## Your objective
All entries below are to be reproduced exactly.

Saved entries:
--------

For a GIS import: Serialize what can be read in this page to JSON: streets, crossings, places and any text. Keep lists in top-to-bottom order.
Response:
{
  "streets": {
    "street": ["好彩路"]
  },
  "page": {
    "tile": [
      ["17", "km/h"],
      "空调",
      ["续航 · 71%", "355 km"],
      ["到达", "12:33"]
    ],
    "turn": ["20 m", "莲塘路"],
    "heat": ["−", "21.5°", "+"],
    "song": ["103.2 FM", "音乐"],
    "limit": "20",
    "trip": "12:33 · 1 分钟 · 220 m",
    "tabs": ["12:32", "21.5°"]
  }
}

--------

## Reply
For a GIS import: Serialize what can be read in this page to JSON: streets, crossings, places and any text. Keep lists in top-to-bottom order.
Response:
{
  "streets": {
    "street": ["好彩路"]
  },
  "page": {
    "tile": [
      ["17", "km/h"],
      "空调",
      ["续航 · 71%", "355 km"],
      ["到达", "12:33"]
    ],
    "turn": ["20 m", "莲塘路"],
    "heat": ["−", "21.5°", "+"],
    "song": ["103.2 FM", "音乐"],
    "limit": "20",
    "trip": "12:33 · 1 分钟 · 220 m",
    "tabs": ["12:32", "21.5°"]
  }
}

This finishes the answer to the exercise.